Rachida Dati : « Ces codes manquent de cohérence, sont incomplets et sur certains points inadaptés aux besoins et aux attentes de notre société »
Installation du comité de réflexion sur la rénovation des codes pénal et de procédure pénale
Rachida Dati, Garde des Sceaux, ministre de la Justice, a installé, mardi 14 octobre 2008, le comité de réflexion sur la rénovation des codes pénal et de procédure pénale. Présidé par l'avocat général Philippe Léger, il vise à remettre à plat l'ensemble du droit pénal. « Il faut rendre notre droit pénal plus cohérent et plus lisible, disposer d'outils efficaces pour lutter contre la récidive et la délinquance, renforcer les droits de la défense et assurer une meilleure prise en compte des droits des victimes » a insisté le Garde des Sceaux. Les résultats des travaux de ce comité sont attendus le 1er juillet 2009.

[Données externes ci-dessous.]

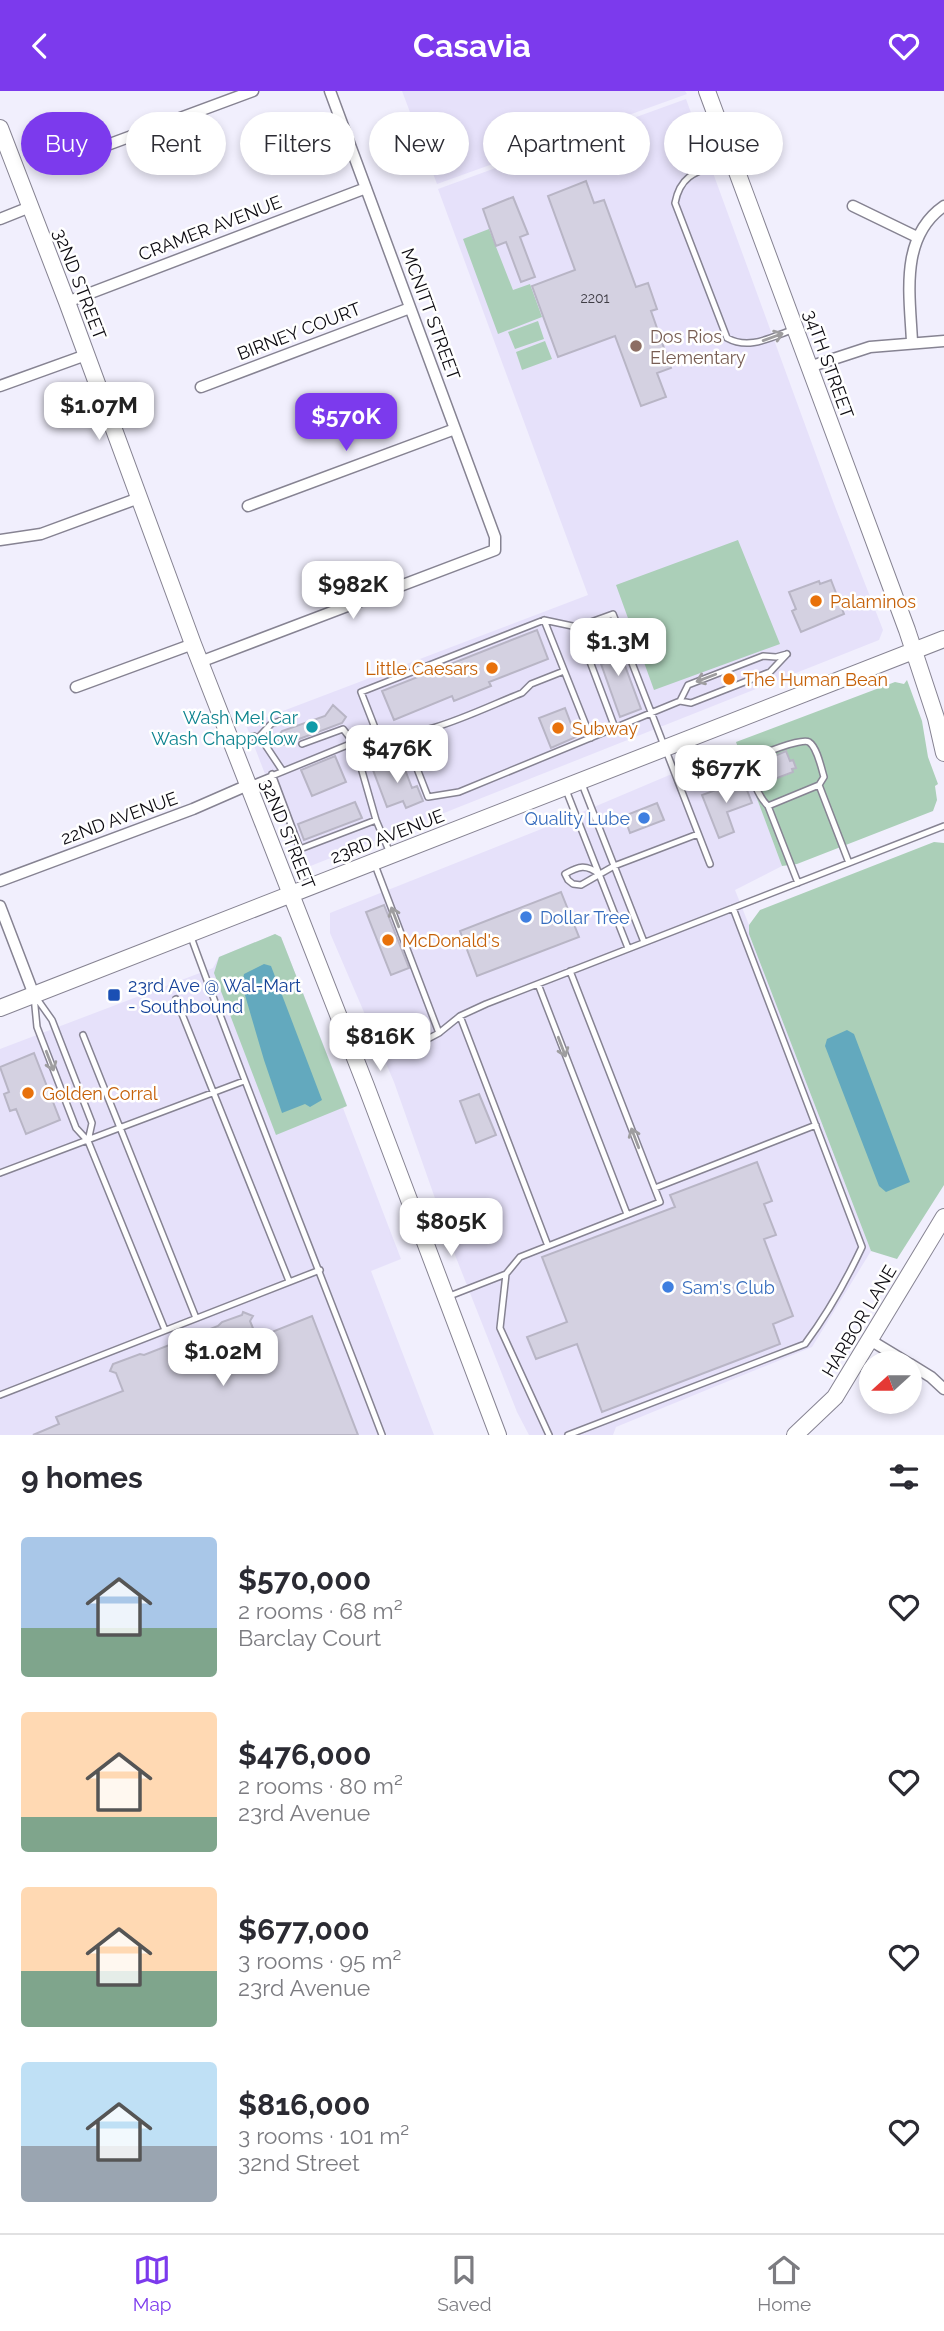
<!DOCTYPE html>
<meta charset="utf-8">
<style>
body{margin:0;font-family:Raleway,sans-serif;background:#f2f2f3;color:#2b2b33;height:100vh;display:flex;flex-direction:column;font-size:26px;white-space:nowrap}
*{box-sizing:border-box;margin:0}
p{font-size:23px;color:#7c7c81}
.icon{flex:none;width:38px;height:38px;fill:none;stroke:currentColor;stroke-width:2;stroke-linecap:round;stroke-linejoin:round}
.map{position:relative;height:1344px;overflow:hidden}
.sheet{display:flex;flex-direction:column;background:#fff;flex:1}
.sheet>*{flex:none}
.top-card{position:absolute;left:21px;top:21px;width:903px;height:63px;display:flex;gap:14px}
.needle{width:46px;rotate:249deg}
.fabs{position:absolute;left:859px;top:1260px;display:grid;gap:14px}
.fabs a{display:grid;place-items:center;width:63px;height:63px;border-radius:50%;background:#fff;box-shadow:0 4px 10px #0003;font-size:35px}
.price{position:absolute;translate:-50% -60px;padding:0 16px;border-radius:14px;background:#fff;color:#222;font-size:23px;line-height:46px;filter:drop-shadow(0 2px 4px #0008)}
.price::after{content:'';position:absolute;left:50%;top:42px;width:21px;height:16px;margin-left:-10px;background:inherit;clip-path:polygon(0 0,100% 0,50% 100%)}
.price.current{background:#7c3aed;color:#fff}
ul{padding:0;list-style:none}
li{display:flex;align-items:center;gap:21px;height:175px;padding:0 21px}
li span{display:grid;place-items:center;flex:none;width:196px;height:140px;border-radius:7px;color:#555}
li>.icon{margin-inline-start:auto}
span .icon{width:84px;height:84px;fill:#fffc;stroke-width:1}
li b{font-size:30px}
h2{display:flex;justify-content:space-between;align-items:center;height:84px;padding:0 21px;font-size:30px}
.chip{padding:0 24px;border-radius:32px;background:#fff;box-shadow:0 4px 10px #0003;font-size:24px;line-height:63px}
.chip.current{background:#7c3aed;color:#fff}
header{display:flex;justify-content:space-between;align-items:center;height:91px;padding:0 21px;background:#7c3aed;color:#fff;font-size:32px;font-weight:700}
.dock{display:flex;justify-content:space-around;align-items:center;height:98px;border-top:2px solid #e1e1e2;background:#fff;font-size:19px;color:#7c7c81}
.dock a{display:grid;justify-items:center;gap:4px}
.dock .current{color:#7c3aed}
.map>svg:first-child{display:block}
</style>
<header><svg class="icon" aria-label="back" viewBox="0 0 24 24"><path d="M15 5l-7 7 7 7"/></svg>Casavia<svg class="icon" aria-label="heart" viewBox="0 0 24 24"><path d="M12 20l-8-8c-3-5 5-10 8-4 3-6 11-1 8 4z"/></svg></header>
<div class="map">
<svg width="944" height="1344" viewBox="0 0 944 1344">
<rect width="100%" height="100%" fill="#f1effd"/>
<path fill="#e6e1fa" d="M402,0H685L687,3L437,93Z
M686,8L834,413L883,539L879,549L308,776L298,768L246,634L588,504L438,98Z
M738,655L782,775L735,799L749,834V843L871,1160L812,1256L616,1336L613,1344H529L517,1321L455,1164L394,991L330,842V822L549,735Z
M275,843L281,846L347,1014L343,1017L401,1168L371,1180L434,1344H0V958L213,877L219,866Z"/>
<path fill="#abcfb8" d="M489,138L513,199L530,193L542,226L498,243L463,148Z
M538,230L544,248L515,258L508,241Z
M545,250L552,268L522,279L516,261Z
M738,449L780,553L654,599L616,494Z
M907,589L922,630L928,666L938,693L935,695L937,709L933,720L797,773L782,775L736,651L895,591L904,593Z
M934,751L944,752V1094L897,1168L871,1160L749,843V834L760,819Z
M275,843L281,846L347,1015L276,1044L214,882L219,866Z"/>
<path fill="#63a9be" d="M264,873L271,875L322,1009L310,1016L305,1013L282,1022L264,969L242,894L244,883Z
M847,939L854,943L910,1091L886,1101L879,1095L825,955L827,948Z"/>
<path fill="#d4d1e1" stroke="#b8b5c5" stroke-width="2" d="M586,90L594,112L604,109L636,196L648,192L657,218L651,220L671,277L657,282L666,306L641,315L615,245L558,266L532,195L575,179L548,105Z
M513,106L528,143L520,146L535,186L521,191L506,151L496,155L483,118Z
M831,489L844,523L801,541L792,520L796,518L789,501L819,490L820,493Z
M537,539L548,568L489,591L491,595L454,610L452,605L394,629L382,600Z
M614,545L641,618L620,626L601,573L605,572L597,551Z
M333,614L346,626L342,632L283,654L276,648L282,640L325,625Z
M565,617L576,646L551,657L539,627Z
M786,660L790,670L793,669L796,677L792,678L793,681L772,689L771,686L764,688L759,672Z
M335,665L346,691L312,705L301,679Z
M401,668L412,697L417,695L423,710L406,717L403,710L387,716L373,679Z
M743,689L752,712L727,721L734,741L719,747L702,704Z
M355,711L362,727L304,749L298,733Z
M657,712L664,729L630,742L624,725Z
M561,801L579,846L477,885L460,840Z
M384,814L409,877L391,884L366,821Z
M34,962L60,1029L26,1043L16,1018L10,1020L4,1003L9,1001L0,976Z
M479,1003L496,1044L476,1052L460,1010Z
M757,1071L772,1110L764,1113L776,1144L764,1148L793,1225L773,1233L780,1253L602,1321L577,1253L536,1268L527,1246L567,1231L542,1166L675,1116L670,1104Z
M243,1221L253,1225L250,1230L257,1247L312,1225L358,1344H33L59,1333L56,1326L123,1300L116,1282L110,1280L113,1273L140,1263L144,1264L218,1235L222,1231L242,1224Z"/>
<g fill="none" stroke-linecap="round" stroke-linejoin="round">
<defs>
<path id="lane" d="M729,69C702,80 681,80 675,112L727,247C749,259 769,247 792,239
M544,529L577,536
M680,610L688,594L763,565L776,566L787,563
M615,637L577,536L613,523L710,773
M377,642L361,601L544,529L591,647
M404,644L428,706L459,701L680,610L691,612L770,581L787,563
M258,647L271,633L291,626
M233,651L254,645L262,649L282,679
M302,653L343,638L354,652L376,729
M272,683L300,758L376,729L390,762
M252,693L377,642C417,652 483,617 522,602L531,593L564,580
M582,693L644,851
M566,699L628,857
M768,715C760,707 746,682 753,670C757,663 802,647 809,651C817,656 821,676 824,686L819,694
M375,774L439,942
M599,783C586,773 579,775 565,783L568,789L573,793L581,794L614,775L698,743
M798,792L768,715L819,694L849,772
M191,846C252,1013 319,1178 382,1344
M538,893L627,1123
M34,905L37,936L76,1037L88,1050L165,1239
M35,905L52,929L92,1032L88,1050
M176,908L289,1190
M460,925L548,1155
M83,944L196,1227
M403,961L439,942L460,925L486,913L944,735
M0,1082L244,990
M655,1097L816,1034
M506,1183L500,1237L549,1344
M447,1206L506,1183L520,1166L660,1111L570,880
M0,1304L320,1179
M568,1344L805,1253C828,1222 846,1190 862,1156L733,817"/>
<path id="street" d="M110,53L253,0
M853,115L917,146
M0,128L30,116
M67,211L366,97
M912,251C910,205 899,146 944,115
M809,276L870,256L944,250
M0,295L86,264
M201,296L410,217
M248,415L455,338
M0,449L41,443L139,407
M200,571L495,459V446L330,0
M76,596L193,553
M0,790L193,718L248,694
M0,815L34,904
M870,1249L908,1272
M910,1273L931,1286L944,1298"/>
<path id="secondary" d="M707,0L907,539L936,627L944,662
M0,37L67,211L193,553L366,995L498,1344
M0,917L944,548
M795,1344L835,1306L944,1126"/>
</defs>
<use href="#lane" stroke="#868392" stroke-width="8"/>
<use href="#street" stroke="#868392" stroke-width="13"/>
<use href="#secondary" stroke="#868392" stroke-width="18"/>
<use href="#lane" stroke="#fff" stroke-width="5"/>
<use href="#street" stroke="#fff" stroke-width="10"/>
<use href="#secondary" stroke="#fff" stroke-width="16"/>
</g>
<defs><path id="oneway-shaft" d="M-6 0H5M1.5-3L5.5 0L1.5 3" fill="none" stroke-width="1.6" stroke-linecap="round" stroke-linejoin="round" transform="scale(1.75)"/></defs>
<g stroke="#9e9d9f">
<use href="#oneway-shaft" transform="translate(773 246) rotate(-20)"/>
<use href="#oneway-shaft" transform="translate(706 587) rotate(159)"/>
<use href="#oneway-shaft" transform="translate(395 826) rotate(-111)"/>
<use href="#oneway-shaft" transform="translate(562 956) rotate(69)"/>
<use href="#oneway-shaft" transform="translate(50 970) rotate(69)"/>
<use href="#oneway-shaft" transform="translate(635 1047) rotate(-111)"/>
</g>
<circle fill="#8d6e63" stroke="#fff" stroke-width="2.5" cx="636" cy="255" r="7"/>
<g fill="#e8710a" stroke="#fff" stroke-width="2.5">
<circle cx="816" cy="510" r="7"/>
<circle cx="492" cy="577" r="7"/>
<circle cx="729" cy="588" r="7"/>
<circle cx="558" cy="637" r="7"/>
<circle cx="388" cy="849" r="7"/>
<circle cx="28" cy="1002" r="7"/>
</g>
<circle fill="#0f9aa8" stroke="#fff" stroke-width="2.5" cx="312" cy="636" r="7"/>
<g fill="#3f7fe0" stroke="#fff" stroke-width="2.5">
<circle cx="644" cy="727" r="7"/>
<circle cx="526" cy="826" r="7"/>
<circle cx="668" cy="1196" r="7"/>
</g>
<rect fill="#1a4fb4" stroke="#fff" stroke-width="2.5" x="107" y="897" width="14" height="14" rx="3.5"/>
<g text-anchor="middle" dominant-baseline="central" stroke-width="5" stroke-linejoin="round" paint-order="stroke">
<g font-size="14" fill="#3e3c44">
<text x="595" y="207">2201</text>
</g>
<g font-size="18" fill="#0c0a10" stroke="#fff">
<text transform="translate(210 137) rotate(-21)">CRAMER AVENUE</text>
<text transform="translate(80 193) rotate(69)">32ND STREET</text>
<text transform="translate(431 223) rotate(70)">MCNITT STREET</text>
<text transform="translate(299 240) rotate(-21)">BIRNEY COURT</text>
<text transform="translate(829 273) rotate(70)">34TH STREET</text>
<text transform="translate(119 727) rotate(-20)">22ND AVENUE</text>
<text transform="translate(288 743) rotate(68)">32ND STREET</text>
<text transform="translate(387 745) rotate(-21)">23RD AVENUE</text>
<text transform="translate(859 1230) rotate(-59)">HARBOR LANE</text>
</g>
<g font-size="18" fill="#785e54" stroke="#fff" text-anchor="start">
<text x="650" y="245">Dos Rios<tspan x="650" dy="21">Elementary</tspan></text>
</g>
<g font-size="18" fill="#c56008" stroke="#fff" text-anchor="start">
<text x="830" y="510">Palaminos</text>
<text x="478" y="577" text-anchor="end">Little Caesars</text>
<text x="743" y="588">The Human Bean</text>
<text x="572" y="637">Subway</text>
<text x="402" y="849">McDonald's</text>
<text x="42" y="1002">Golden Corral</text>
</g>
<g font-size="18" fill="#0d838f" stroke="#fff" text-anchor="end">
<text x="298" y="626">Wash Me! Car<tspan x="298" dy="21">Wash Chappelow</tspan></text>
</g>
<g font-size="18" fill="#366cbe" stroke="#fff" text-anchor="start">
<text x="630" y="727" text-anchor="end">Quality Lube</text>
<text x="540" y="826">Dollar Tree</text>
<text x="682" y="1196">Sam's Club</text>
</g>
<g font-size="18" fill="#164399" stroke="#fff" text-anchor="start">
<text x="128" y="894">23rd Ave @ Wal-Mart<tspan x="128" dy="21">- Southbound</tspan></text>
</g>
</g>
</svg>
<div class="fabs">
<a><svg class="needle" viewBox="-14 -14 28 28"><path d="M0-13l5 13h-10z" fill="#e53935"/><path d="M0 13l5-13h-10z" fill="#7c7c81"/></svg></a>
</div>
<b class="price" style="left:99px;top:351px">$1.07M</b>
<b class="price current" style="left:346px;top:362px">$570K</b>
<b class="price" style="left:353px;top:530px">$982K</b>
<b class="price" style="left:618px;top:587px">$1.3M</b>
<b class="price" style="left:397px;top:694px">$476K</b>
<b class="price" style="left:726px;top:714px">$677K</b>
<b class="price" style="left:380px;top:982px">$816K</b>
<b class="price" style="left:451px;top:1167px">$805K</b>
<b class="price" style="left:223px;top:1297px">$1.02M</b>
<div class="top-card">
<a class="chip current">Buy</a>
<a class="chip">Rent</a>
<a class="chip">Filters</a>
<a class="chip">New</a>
<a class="chip">Apartment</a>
<a class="chip">House</a>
</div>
</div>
<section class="sheet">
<h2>9 homes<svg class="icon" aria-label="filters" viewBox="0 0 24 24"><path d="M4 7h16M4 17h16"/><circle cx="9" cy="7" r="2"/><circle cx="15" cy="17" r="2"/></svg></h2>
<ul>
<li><span style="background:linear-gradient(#a9c7e8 65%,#7fa58c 0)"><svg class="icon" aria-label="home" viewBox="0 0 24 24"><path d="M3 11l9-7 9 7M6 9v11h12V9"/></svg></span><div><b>$570,000</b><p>2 rooms · 68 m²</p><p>Barclay Court</p></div><svg class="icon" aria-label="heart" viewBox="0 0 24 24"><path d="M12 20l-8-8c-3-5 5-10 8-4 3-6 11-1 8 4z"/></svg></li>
<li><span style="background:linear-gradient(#ffd9b3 75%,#7fa58c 0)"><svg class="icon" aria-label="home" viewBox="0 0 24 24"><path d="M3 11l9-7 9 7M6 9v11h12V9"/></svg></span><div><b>$476,000</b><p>2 rooms · 80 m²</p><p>23rd Avenue</p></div><svg class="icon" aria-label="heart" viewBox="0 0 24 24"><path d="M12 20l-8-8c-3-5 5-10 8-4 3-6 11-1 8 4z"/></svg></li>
<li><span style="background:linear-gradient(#ffd9b3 60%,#7fa58c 0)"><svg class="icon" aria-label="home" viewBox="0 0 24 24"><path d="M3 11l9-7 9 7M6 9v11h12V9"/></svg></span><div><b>$677,000</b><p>3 rooms · 95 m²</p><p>23rd Avenue</p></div><svg class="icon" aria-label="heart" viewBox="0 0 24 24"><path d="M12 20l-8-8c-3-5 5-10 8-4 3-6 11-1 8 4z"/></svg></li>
<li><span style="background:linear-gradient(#bfe0f5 60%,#9aa5b1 0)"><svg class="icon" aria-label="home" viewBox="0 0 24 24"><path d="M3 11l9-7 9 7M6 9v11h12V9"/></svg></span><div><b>$816,000</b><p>3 rooms · 101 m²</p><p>32nd Street</p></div><svg class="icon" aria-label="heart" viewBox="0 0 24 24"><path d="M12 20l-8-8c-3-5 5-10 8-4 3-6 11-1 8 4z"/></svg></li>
</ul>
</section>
<nav class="dock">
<a class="current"><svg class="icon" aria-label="map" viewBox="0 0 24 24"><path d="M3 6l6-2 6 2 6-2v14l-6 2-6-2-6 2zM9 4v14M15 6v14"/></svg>Map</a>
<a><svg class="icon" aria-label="saved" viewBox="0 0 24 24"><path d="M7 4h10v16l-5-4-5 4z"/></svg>Saved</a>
<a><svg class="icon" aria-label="home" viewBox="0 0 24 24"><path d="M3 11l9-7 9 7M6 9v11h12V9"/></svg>Home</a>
</nav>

Rendre le droit pénal plus cohérent et plus lisible
S'il apparaît que 87% des crimes figurent dans le code pénal, seulement un tiers des délits y sont réprimés. Les autres figurent dans d'autres codes ou dans des textes non codifiés. « Cet éparpillement nuit aussi bien à la cohérence qu'à la lisibilité du droit pénal » a assuré Rachida Dati. Le Garde des Sceaux a donc proposé que le comité définisse de quelle manière l'ensemble des crimes et délits devraient être codifiés dans le code pénal, identifie les contentieux devant faire l'objet de mesures de dépénalisation ou de déjudiciarisation et pour chaque projet de dénépalisation, identifie le mode de régulation permettant de suppléer la sanction pénale. Sur ces points, les membres du comité pourront s'appuyer sur les travaux de la commission Coulon et de la commission Guinchard.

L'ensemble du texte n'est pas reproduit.